Betty nodded. “You were in recovery for a long time,” she said. “It’s understandable.”
Then she indicated the bed and Ryan lay down, unbuttoning his shirt. Betty checked him over with detached professionalism, assuring him—and herself—that his scars had almost healed. The cylindrical thing waited silently beside Betty, scanning Ryan with its emotionless camera eye.
“Krysty said I’d been placed in a bath of nutrients,” Ryan said. “Can you explain what happened?”
Betty nodded. “Yes, you must have a lot of questions. The nutrient bath that your companion spoke of was to assist in your healing. While there, nano-machinery—which performs surgery on a molecular level—was used to repair your wounds, including those sustained in surgery when glass and other material was removed from your body.”
“What other material?” Ryan asked.
Betty stepped over to the desk and brought up a report on the embedded screen. “Some plant matter, much of it toxic. Similar material was found in almost all of your colleagues when you arrived, but we successfully removed all of it.”

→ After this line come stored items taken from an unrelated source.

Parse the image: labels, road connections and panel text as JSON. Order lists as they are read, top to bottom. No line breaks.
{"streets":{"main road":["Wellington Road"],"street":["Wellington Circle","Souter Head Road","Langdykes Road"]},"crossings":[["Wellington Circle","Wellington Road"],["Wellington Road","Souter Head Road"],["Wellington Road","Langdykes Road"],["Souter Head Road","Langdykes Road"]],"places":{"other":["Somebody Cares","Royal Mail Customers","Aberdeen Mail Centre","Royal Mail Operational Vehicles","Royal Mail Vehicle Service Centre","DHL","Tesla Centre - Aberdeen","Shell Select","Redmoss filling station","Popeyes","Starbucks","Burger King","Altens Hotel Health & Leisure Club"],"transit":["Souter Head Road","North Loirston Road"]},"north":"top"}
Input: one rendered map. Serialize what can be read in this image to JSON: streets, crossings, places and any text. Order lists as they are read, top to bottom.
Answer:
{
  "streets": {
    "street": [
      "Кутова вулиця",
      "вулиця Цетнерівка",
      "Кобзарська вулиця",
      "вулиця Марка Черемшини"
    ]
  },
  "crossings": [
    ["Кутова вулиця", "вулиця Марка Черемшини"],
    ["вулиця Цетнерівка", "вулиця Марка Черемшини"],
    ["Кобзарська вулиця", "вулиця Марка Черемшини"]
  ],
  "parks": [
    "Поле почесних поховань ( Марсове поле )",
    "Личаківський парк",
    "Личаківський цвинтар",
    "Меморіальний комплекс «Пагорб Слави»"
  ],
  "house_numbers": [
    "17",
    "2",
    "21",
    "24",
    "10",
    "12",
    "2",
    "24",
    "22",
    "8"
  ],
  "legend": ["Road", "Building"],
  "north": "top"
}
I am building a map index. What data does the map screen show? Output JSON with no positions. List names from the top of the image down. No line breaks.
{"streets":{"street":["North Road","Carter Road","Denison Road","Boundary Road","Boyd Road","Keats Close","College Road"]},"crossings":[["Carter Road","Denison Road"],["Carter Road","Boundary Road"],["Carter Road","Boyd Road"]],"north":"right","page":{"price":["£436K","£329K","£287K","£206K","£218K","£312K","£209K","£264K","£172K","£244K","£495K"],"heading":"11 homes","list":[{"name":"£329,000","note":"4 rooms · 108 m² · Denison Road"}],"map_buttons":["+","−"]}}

“We fought a plant,” Ryan said. “I remember.”
“Tough bitch of thing, too,” Mildred added grimly.
“The nutrient bath assisted in your body’s natural repair,” Betty continued, “after which you were placed in a regulated environment where your body temperature could be kept at the optimum for recovery and could be fed proteins to maximize your healing.”
“The coffin,” Ryan stated.
“What’s that?” Betty asked, turning her attention back from the comp.
“I woke up inside a sealed box,” Ryan said. “I figured someone was trying to bury me.”
“Quite the opposite,” Betty told him, flashing her teeth in an awkward smile. The teeth were good, strong-looking but yellowed with age. Ryan saw a sliver of metal there behind the upper right canine where a tooth had been removed and replaced. “Would you sit up for me?”